(Saved entries)
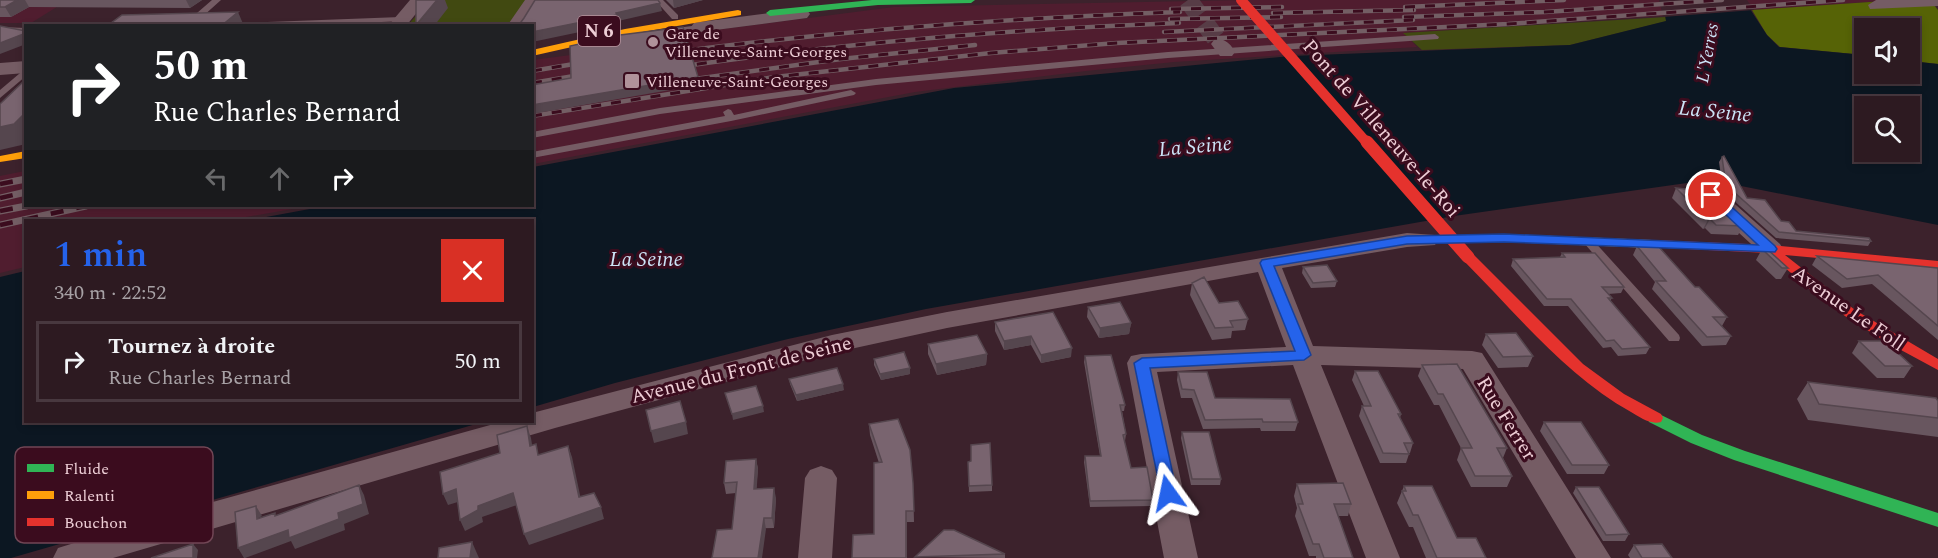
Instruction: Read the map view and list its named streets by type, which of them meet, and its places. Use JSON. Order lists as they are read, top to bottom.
{
  "streets": {
    "main road": ["N 6", "Pont de Villeneuve-le-Roi", "Avenue Le Foll"],
    "street": ["Avenue du Front de Seine", "Rue Ferrer"]
  },
  "water": ["L'Yerres", "La Seine"],
  "places": {
    "other": ["Gare de Villeneuve-Saint-Georges"],
    "transit": ["Villeneuve-Saint-Georges"]
  },
  "legend": ["Fluide", "Ralenti", "Bouchon"],
  "page": {
    "turn": ["50 m", "Rue Charles Bernard"],
    "heading": ["1 min", "340 m · 22:52"],
    "list": [
      {
        "name": "Tournez à droite",
        "note": "Rue Charles Bernard",
        "value": "50 m"
      }
    ]
  }
}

*Activity*: Each entry above is to be given again exactly, and any image in it is to be dropped.

*Reply*:
Instruction: Read the map view and list its named streets by type, which of them meet, and its places. Use JSON. Order lists as they are read, top to bottom.
{
  "streets": {
    "main road": ["N 6", "Pont de Villeneuve-le-Roi", "Avenue Le Foll"],
    "street": ["Avenue du Front de Seine", "Rue Ferrer"]
  },
  "water": ["L'Yerres", "La Seine"],
  "places": {
    "other": ["Gare de Villeneuve-Saint-Georges"],
    "transit": ["Villeneuve-Saint-Georges"]
  },
  "legend": ["Fluide", "Ralenti", "Bouchon"],
  "page": {
    "turn": ["50 m", "Rue Charles Bernard"],
    "heading": ["1 min", "340 m · 22:52"],
    "list": [
      {
        "name": "Tournez à droite",
        "note": "Rue Charles Bernard",
        "value": "50 m"
      }
    ]
  }
}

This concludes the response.